Here, in brief, are my initial impressions of the 2012 Morgan +8; The first things that impresses you about the reborn Plus 8 are both the ride quality and steering feel. After spending many hours behind the wheel of a standard Aero 8, an Aeromax and a variety of Classic Morgans, the new +8 went straight to the top of the pile in terms of steering precision. The poise is aided by the chassis being closest to the Series 1 Aero and thus with the minimal overhang of the Plus 8 bodywork, the car feels both nimble and lithe (this is also helped by the fact the 2012 Plus 8 will have an excellent power to weigh ratio).
This power to weight ratio also meant the Plus 8 felt extremely quick – acceleration was always rapid (no need for the right gear or the right RPM, the torque seemed to mean the power was always on tap) and it was only the rules of the road that restricted your ability to proceed at a physics bending pace; all the above was only exacerbated by the superb handling adding huge confidence, even on a slightly damp British winter road. A quick nod should also be made to the exhaust note, which in typical V8 fashion is there to egg you on – in the new Plus 8, you cannot help but fall in love with the idea of pressing down on the accelerator, simply to hear the tune it plays.
Aesthetically, the 2012 Morgan Plus 8 is a very purposeful looking Classic. The rear and the front perspective afford it a wonderfully wide stance; in the Black bodywork of the development car, the Plus 8 possesses an attractively menacing quality, more subtle than many performance cars but with plenty of presence. The profile is more difficult to judge because I simply don’t like the wheels on the development vehicle and therefore, tried to imagine it with another set in situ. Were a set of Classic Morgan wheels fitted, I think you’d be hard pressed to tell it apart from the rest of the range from afar (which given the heritage of the profile, is certainly not a bad thing!). I will watch, with interest, which wheels MMC choose to fit to the production cars because I believe getting them correct is essential to completing the package. I’m sure the company will devise a suitable solution; their Sport line for the Classic range has proven they understand simple beauty and the elegance of clean lines.
Whilst not fair to judge a development vehicle on fit and finish, the interior was a nice place to sit, the cut down doors adding to the elbow room. The dash was still a work in progress but was coming together nicely: blending Classic and modern with panache. The hood seemed substantial and consideration has been given to the side screens and the fit of them when the Plus 8 is at speed. As it stands, the development car was rattle free and felt very solid and well put together. I look forward to sitting the finished product but all signs point to another Morgan cabin that is a pleasure to spend time in.

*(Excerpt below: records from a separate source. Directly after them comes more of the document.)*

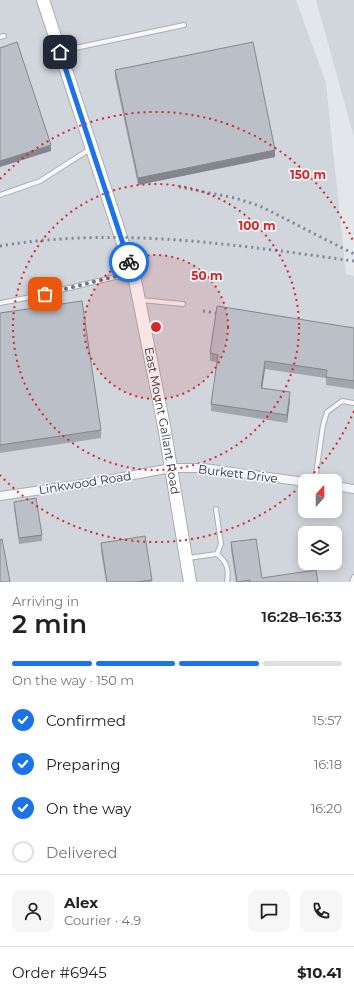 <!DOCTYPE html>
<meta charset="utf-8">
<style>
body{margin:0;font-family:Montserrat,sans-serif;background:#f6f6f6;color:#222;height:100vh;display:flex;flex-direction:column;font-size:15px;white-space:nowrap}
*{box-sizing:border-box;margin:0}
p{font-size:13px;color:#767676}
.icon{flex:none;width:22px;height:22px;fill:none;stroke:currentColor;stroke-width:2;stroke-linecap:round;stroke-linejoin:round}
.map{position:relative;height:582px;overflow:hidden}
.side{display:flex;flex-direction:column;background:#fff;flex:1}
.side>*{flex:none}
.needle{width:26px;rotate:21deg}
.tools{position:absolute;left:298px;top:474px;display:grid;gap:8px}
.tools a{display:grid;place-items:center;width:44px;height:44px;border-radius:8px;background:#fff;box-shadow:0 2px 10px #0003;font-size:20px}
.pin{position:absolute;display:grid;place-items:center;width:34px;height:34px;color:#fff;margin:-17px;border-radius:8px;box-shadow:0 2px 6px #0006}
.courier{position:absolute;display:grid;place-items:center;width:40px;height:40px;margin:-20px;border:3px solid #1a73e8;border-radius:50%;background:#fff;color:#222;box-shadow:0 1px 5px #0007}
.overview em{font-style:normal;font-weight:600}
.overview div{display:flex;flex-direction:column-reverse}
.overview{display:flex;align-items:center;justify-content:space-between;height:68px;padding:0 12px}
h1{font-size:26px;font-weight:600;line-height:30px}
.bar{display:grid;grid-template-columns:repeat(4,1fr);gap:6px 4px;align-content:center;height:48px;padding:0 12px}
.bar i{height:5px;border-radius:3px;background:#e0e0e0}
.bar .current{background:#1a73e8}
.bar p{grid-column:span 4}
.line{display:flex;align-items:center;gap:10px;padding:0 12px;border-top:1px solid #e0e0e0}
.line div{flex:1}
.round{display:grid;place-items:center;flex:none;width:42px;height:42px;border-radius:8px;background:#f6f6f6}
ol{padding:0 12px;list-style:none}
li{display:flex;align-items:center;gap:12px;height:44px}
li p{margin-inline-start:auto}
li .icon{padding:4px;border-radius:50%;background:#1a73e8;color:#fff;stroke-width:4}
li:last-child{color:#767676}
li i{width:22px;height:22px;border:2px solid #e0e0e0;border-radius:50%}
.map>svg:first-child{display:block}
.built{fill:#d1d6dd;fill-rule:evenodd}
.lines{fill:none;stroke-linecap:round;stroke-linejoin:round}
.lane-casing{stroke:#a8aeb5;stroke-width:6}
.street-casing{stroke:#a8aeb5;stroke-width:10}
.secondary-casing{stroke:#a8aeb5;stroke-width:14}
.lane{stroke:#f6f7f9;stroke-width:4}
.street{stroke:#f6f7f9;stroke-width:8}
.secondary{stroke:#fff;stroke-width:12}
.rail{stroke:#7d8794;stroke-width:3;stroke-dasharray:2 4;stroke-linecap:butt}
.wall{fill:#a1a5ac}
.shaded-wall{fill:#83868c}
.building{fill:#bbc0c8;stroke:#83868c}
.done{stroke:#6b737e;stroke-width:4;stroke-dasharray:0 7.2}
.route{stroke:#1a73e8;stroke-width:5}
.ring{fill:none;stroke:#d62828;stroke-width:2;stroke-dasharray:2 4}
.labels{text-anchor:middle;stroke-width:3.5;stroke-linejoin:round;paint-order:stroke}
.street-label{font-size:12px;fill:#2b3543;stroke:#f3f5f8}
.centre{fill:#d62828;stroke:#f3f5f8;stroke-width:2}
.ring-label{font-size:12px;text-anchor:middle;font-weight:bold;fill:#d62828;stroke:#f3f5f8;stroke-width:3.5;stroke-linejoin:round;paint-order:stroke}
</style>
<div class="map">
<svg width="354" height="582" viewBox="0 0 354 582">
<rect width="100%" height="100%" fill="#e3e7eb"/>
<g class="built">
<path d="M0,0h296l30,83 20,191 8,2v306h-354zM305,481h30v30h-30zM305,533h30v30h-30z"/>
<path d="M316,0h38v137z"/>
</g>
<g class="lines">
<defs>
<g id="lane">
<path d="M0,37l4,-1"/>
<path d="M61,51l123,-26"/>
<path d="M0,195l40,-14 50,-32"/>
<path d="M141,300l42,4"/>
<path d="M0,303l31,-6 101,-24"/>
<path d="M315,481l8,-56 4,-13 15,-11 12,2"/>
<path d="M216,509l5,35 -4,10"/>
<path d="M188,558l29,-4c10,8 12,15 10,28"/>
<path d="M352,582l2,-5"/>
</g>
<g id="street">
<path d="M335,486l19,3"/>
<path d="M0,496l97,-14 74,-14h33l101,14"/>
</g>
<g id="secondary">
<path id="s1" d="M43,0l92,280 29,146 26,156"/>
</g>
</defs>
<use href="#lane" class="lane-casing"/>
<use href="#street" class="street-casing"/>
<use href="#secondary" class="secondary-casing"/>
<use href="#lane" class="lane"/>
<use href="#street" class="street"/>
<use href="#secondary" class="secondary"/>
<g class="rail">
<path d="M179,187l56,11 25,8 94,48"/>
<path d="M0,246c118,-20 237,-1 354,15"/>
<path d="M203,311l24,4"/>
</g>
</g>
<g class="wall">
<path d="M115,70l160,87 -137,28 -23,-108z"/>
<path d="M0,313l101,117v8l-101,15z"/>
<path d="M354,328v61l-28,-4v-7l-61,-9 -3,19 28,12 -3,23 -76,-12v-7l6,-42 -7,-1v-8z"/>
<path d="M14,502l28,33v6l-23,3 -5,-37z"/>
<path d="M300,531l5,2v20h-3l-2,-17z"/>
<path d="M231,542l31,36 56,4h-82l-5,-32z"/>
<path d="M101,543l51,37v2h-46l-5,-31z"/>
</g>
<g class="shaded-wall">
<path d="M51,145v6l-51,16v-6z"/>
<path d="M275,150v7l-137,28v-7z"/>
<path d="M265,361v8l-4,26v-7z"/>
<path d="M290,392v8l-3,23v-8z"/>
</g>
<g class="building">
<path d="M17,42l34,103 -51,16v-113z"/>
<path d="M253,42l22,108 -137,28 -23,-108z"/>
<path d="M82,301l19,129 -101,15v-132z"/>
<path d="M217,306l137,22v53l-28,-4 1,-7 -62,-9 -4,27 29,4 -3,23 -76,-11 7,-49 -8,-2z"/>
<path d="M36,498l6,37 -23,3 -5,-36z"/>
<path d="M325,527l1,6h-21v14h-3l-2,-16z"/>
<path d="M145,536l7,44 -16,2h-29l-6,-39z"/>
<path d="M2,539l8,43h-10v-42z"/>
<path d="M256,539l6,39 54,-8 2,12h-68v-2l-13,2 -6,-40z"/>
</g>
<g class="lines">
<path class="done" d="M45,294l88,-22 -4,-10"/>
<path class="route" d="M60,52l69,210"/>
</g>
<circle cx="156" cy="327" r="72" fill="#d62828" fill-opacity=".12"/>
<g class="ring">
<circle cx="156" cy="327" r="72"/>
<circle cx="156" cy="327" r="143"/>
<path d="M354 411A215 215 0 0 1 307 480M304 483A215 215 0 0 1 0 475M0 179A215 215 0 0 1 354 243"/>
</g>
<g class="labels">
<g class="street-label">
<text dy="4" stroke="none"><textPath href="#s1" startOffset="438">East Mount Gallant Road</textPath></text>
<text transform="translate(238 474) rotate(7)" y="4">Burkett Drive</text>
<text transform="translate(85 483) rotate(-9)" y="4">Linkwood Road</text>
</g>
</g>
<circle cx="156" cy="327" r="6" class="centre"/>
<g class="ring-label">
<text x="308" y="179">150 m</text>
<text x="257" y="230">100 m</text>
<text x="207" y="280">50 m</text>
</g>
</svg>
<div class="tools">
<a><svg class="needle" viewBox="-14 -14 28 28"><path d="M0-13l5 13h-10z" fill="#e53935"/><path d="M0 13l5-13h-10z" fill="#767676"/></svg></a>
<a><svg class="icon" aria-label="layers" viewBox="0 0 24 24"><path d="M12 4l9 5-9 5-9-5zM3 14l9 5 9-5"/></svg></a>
</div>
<div class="pin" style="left:45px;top:294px;background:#ea580c"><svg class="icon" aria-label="bag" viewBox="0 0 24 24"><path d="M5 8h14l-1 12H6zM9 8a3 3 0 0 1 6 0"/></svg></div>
<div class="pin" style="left:60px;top:52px;background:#1f2937"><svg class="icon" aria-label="home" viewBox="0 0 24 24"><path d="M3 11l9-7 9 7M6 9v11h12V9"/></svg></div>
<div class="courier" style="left:129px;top:262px"><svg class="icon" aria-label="bike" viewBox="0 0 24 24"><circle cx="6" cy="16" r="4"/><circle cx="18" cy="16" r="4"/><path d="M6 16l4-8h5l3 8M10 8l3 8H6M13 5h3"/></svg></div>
</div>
<section class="side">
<div class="overview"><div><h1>2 min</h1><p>Arriving in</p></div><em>16:28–16:33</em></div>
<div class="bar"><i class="current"></i><i class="current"></i><i class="current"></i><i></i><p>On the way · 150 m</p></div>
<ol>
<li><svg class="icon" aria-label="check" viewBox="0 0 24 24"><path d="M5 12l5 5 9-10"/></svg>Confirmed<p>15:57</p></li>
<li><svg class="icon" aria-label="check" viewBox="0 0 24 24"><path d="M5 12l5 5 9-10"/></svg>Preparing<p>16:18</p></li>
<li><svg class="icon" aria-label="check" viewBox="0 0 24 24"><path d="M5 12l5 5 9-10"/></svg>On the way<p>16:20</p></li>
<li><i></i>Delivered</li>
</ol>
<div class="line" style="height:72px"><a class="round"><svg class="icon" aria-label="person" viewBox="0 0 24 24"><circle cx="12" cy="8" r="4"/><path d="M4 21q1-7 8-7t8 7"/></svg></a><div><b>Alex</b><p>Courier · 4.9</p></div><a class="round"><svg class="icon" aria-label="chat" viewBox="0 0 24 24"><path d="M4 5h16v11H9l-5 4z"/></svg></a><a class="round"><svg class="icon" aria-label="phone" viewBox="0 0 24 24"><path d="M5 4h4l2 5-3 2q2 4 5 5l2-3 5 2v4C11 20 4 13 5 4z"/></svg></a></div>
<div class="line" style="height:52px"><div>Order #6945</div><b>$10.41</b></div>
</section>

I believe that gives a fair reflection of my opinion on the new Morgan Plus 8. It is quite easy to fall under the spell of this wonderful vehicle and even in development form, it is an extremely attractive package. Once the development process is over and the car has reached the public, I believe the Plus 8 will sell itself; the words of others, such as myself, will become superfluous to the individuals experience behind the wheel. This is a Morgan which needs to be driven to truly appreciate the depth of its potential and the magic it is capable of.